[[ Dataset records, beginning ]]

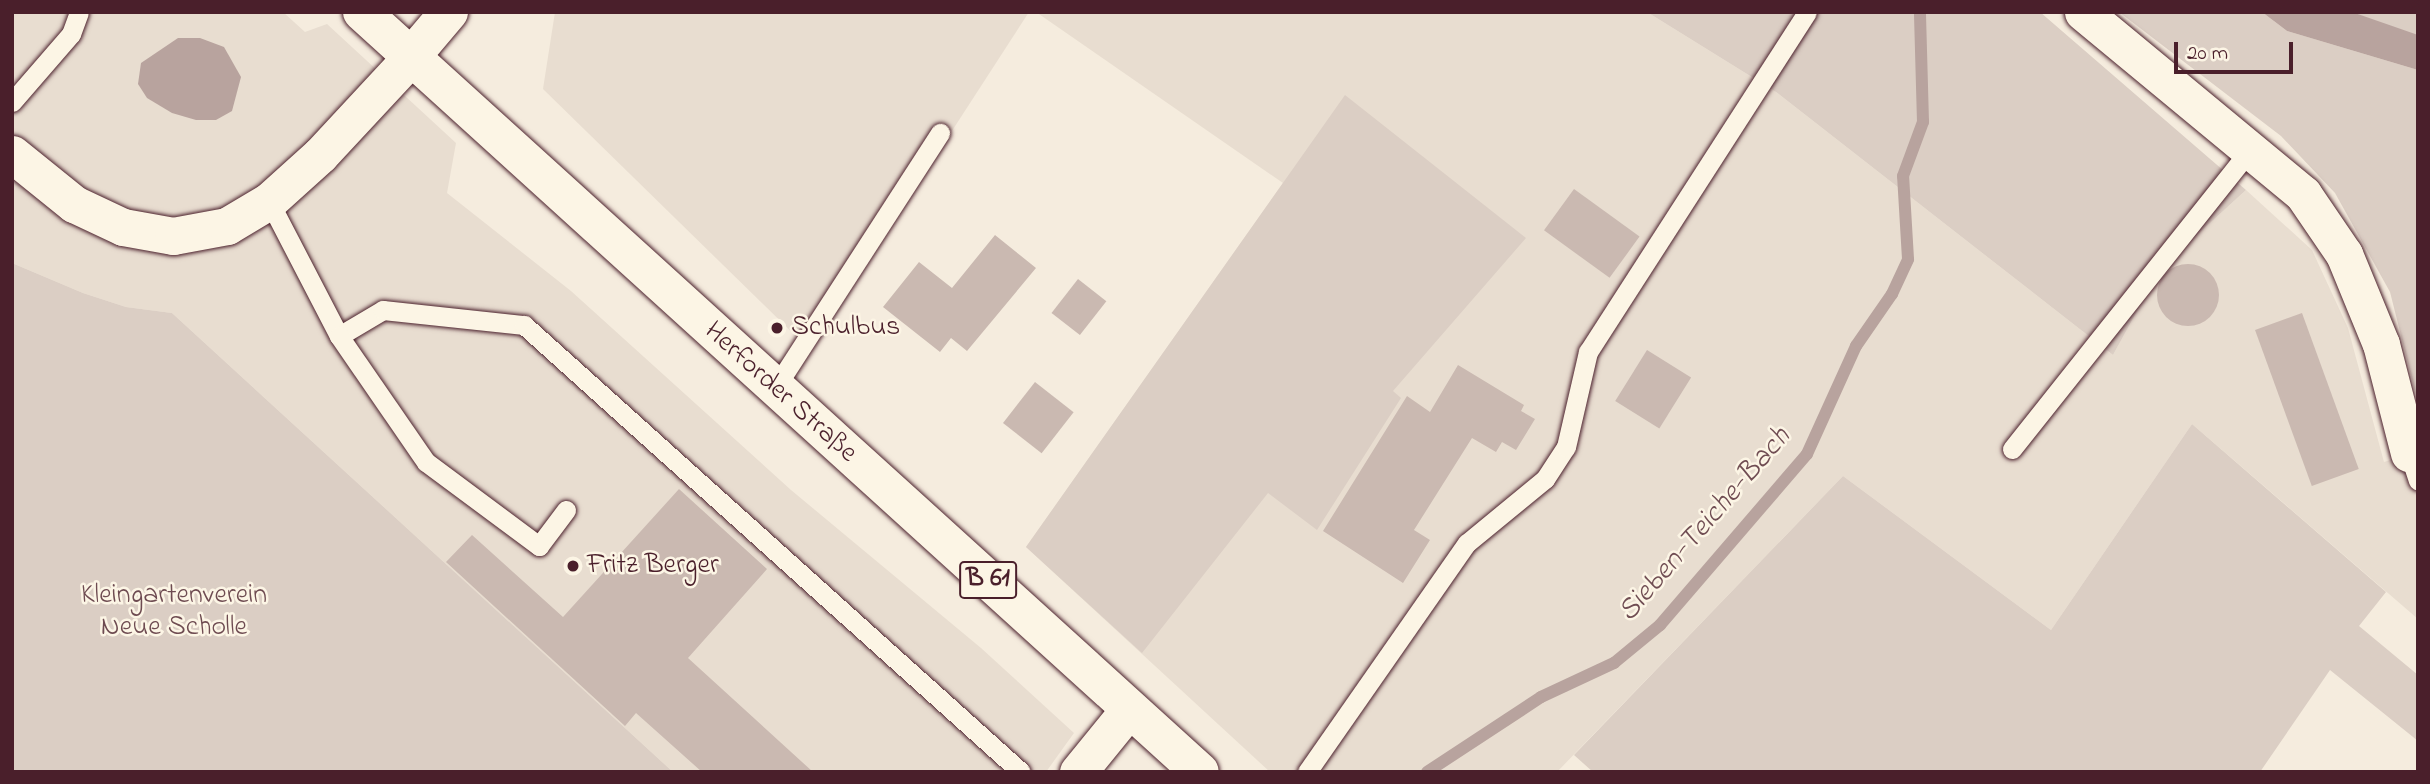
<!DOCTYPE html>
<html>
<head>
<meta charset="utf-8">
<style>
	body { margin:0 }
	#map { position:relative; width:2430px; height:784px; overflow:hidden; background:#f5ecde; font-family:"Indie Flower",sans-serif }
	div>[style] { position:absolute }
	.built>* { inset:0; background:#e8ddd0 }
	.green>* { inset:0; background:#dbcec4 }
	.water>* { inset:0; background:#b8a39e }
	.stream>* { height:12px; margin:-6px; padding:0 6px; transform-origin:6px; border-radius:6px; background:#b8a39e }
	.building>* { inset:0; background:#cab9b1; transform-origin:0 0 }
	.round { border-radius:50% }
	.roads { filter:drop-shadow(0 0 2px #4a1f2b) drop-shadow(0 0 2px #4a1f2b) }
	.service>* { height:19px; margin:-9.5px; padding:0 9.5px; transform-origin:9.5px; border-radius:9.5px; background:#fcf5e5 }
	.minor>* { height:37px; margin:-18.5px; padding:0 18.5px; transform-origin:18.5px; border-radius:18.5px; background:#fcf5e5 }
	.secondary>* { height:38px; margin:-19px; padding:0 19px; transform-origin:19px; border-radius:19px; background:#fcf5e5 }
	.primary>* { height:38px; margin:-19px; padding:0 19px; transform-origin:19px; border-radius:19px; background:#fcf5e5 }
	.dots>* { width:19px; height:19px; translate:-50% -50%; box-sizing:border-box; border:4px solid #fcf5e5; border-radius:50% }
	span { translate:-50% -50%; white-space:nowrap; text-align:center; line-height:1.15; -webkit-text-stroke:5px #fcf5e5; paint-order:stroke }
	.shield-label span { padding:2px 5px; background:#fcf5e5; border:2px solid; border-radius:5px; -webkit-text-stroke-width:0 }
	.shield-label { font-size:26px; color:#4a1f2b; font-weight:700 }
	.poi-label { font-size:28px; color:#4a1f2b }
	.left { translate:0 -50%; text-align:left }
	.street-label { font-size:28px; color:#4a1f2b }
	.park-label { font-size:28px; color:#6e4b51 }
	.water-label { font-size:30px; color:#704d53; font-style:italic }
	.frame { position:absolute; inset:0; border:14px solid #4a1f2b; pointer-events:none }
	.scale { position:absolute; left:2174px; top:42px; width:119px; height:32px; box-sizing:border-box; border:4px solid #4a1f2b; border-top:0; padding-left:9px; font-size:21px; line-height:24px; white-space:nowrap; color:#4a1f2b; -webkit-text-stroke:5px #fcf5e5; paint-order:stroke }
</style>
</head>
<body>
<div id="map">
	<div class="built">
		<i style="clip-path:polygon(12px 12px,283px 12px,305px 32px,327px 24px,456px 143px,447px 193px,571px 291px,791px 490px,981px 648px,1074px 733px,1046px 772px,673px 772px,172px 313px,126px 307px,83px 293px,12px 263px)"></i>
		<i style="clip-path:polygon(555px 12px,1029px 12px,810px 350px,543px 89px)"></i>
		<i style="clip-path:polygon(1036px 12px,1647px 12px,1776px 92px,2113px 355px,2161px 268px,2246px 190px,2312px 250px,2348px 328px,2384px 462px,2418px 451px,2418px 619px,2192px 424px,2051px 630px,1843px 476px,1557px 772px,1270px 772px,1026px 547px,1283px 183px)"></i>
	</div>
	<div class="green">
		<i style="clip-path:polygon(1647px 12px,2040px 12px,2246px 190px,2161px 268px,2113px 355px,1776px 92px)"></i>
		<i style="clip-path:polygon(2119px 12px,2262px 12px,2287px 31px,2418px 70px,2418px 403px,2390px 292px,2335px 193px,2281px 136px)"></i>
		<i style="clip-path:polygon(2352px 12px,2418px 12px,2418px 35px,2404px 33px)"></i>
		<i style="clip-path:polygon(1345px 95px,1526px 238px,1393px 391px,1401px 398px,1317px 530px,1268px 493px,1142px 653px,1026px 547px)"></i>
		<i style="clip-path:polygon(12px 263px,83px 293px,126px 307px,172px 313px,673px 772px,12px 772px)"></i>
		<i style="clip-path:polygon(2192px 424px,2386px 592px,2359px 626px,2418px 675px,2418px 741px,2330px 670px,2260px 772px,1593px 772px,1574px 755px,1843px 476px,2051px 630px)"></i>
	</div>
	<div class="water">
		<i style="clip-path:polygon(2262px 12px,2352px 12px,2418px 35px,2418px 70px,2287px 31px)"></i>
		<i style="clip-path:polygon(178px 38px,200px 38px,224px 47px,241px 77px,232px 111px,216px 120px,196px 120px,172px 113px,147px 98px,138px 84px,141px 63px)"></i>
	</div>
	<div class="stream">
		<i style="left:1427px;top:772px;width:136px;rotate:-33.3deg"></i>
		<i style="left:1541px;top:697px;width:81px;rotate:-25deg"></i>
		<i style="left:1614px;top:663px;width:60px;rotate:-39.6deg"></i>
		<i style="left:1660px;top:625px;width:225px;rotate:-49.3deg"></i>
		<i style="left:1807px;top:454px;width:119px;rotate:-65.6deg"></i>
		<i style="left:1856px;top:346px;width:63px;rotate:-55.3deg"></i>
		<i style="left:1892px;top:294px;width:38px;rotate:-65deg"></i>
		<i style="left:1908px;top:259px;width:83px;rotate:-93.4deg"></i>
		<i style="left:1903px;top:176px;width:58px;rotate:-69.7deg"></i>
		<i style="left:1923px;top:122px;width:110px;rotate:-91.6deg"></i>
	</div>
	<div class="building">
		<i style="left:1574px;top:189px;width:81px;height:51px;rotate:36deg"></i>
		<i style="clip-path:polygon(995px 235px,1036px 268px,967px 351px,951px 338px,940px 352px,883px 307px,919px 262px,952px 288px)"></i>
		<i class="round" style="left:2157px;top:264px;width:62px;height:62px"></i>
		<i style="left:1078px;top:279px;width:36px;height:43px;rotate:38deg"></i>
		<i style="left:2302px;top:313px;width:166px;height:50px;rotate:70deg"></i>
		<i style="left:1647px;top:350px;width:52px;height:60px;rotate:32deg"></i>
		<i style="clip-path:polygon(1458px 365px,1524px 405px,1521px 411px,1535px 419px,1516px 450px,1502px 442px,1496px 452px,1472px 438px,1414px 530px,1430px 540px,1403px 583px,1323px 531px,1407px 396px,1430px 412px)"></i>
		<i style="left:1035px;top:382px;width:49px;height:52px;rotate:38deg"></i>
		<i style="clip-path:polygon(679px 489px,767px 569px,688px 658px,813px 772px,702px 772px,636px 713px,625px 726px,446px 562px,472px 535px,563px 617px)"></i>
	</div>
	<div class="roads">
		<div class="service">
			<i style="left:12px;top:102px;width:90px;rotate:-49.1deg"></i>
			<i style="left:71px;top:34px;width:23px;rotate:-70deg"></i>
			<i style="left:269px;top:201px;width:152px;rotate:62.6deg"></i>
			<i style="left:339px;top:336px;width:51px;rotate:-30.6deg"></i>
			<i style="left:383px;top:310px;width:142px;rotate:6.1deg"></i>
			<i style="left:524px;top:325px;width:668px;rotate:41.97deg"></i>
			<i style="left:339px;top:336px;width:153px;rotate:55.4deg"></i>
			<i style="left:426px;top:462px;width:141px;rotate:36.6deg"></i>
			<i style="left:539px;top:546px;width:45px;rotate:-53.1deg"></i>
			<i style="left:775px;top:388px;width:304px;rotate:-57.1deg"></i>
			<i style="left:2012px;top:449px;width:384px;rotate:-51.5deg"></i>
			<i style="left:2409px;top:453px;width:29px;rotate:72deg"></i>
			<i style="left:1307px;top:772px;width:279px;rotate:-55.1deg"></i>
			<i style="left:1467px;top:543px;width:101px;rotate:-39.4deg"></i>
			<i style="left:1545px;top:479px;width:38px;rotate:-57deg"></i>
			<i style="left:1566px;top:447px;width:98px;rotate:-77deg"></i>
			<i style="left:1588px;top:352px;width:404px;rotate:-57.2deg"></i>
		</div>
		<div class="minor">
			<i style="left:2083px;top:12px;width:286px;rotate:39.6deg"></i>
			<i style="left:2303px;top:194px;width:73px;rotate:55.7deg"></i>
			<i style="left:2344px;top:254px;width:97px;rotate:67.7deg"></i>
			<i style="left:2381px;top:344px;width:113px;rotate:75.6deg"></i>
			<i style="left:12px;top:154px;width:80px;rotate:38.9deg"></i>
			<i style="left:74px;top:204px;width:54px;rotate:25.1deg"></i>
			<i style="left:123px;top:227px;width:51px;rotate:10.2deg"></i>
			<i style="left:173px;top:236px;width:55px;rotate:-10.5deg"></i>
			<i style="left:227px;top:226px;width:49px;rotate:-30.8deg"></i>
			<i style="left:269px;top:201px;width:69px;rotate:-42deg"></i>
			<i style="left:320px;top:155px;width:134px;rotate:-47.1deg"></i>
			<i style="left:1078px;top:772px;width:82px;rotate:-50.9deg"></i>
		</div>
		<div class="secondary">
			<i style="left:411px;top:57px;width:59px;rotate:-49.8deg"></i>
		</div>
		<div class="primary">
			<i style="left:362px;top:12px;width:1131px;rotate:42.21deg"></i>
		</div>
	</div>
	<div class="dots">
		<i style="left:777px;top:328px;background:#4a1f2b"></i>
		<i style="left:573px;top:566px;background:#4a1f2b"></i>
	</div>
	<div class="shield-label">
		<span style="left:988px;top:580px">B 61</span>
	</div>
	<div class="poi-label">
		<span class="left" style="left:791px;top:328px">Schulbus</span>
		<span class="left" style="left:587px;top:566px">Fritz Berger</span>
	</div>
	<div class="street-label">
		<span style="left:780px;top:393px;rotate:42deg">Herforder Straße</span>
	</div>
	<div class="park-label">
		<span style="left:174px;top:612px">Kleingartenverein<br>Neue Scholle</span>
	</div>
	<div class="water-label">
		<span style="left:1705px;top:525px;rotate:-49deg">Sieben-Teiche-Bach</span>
	</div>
	<div class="frame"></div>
	<div class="scale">20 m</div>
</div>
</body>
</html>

[[ Dataset records, end ]]

Problem to work on: Repeat, exactly and in full, each line from the start of the data to the line that contains "height:19px; margin:-9.5px; padding:0". Pictures do not go in.

Task result:
<!DOCTYPE html>
<html>
<head>
<meta charset="utf-8">
<style>
	body { margin:0 }
	#map { position:relative; width:2430px; height:784px; overflow:hidden; background:#f5ecde; font-family:"Indie Flower",sans-serif }
	div>[style] { position:absolute }
	.built>* { inset:0; background:#e8ddd0 }
	.green>* { inset:0; background:#dbcec4 }
	.water>* { inset:0; background:#b8a39e }
	.stream>* { height:12px; margin:-6px; padding:0 6px; transform-origin:6px; border-radius:6px; background:#b8a39e }
	.building>* { inset:0; background:#cab9b1; transform-origin:0 0 }
	.round { border-radius:50% }
	.roads { filter:drop-shadow(0 0 2px #4a1f2b) drop-shadow(0 0 2px #4a1f2b) }
	.service>* { height:19px; margin:-9.5px; padding:0 9.5px; transform-origin:9.5px; border-radius:9.5px; background:#fcf5e5 }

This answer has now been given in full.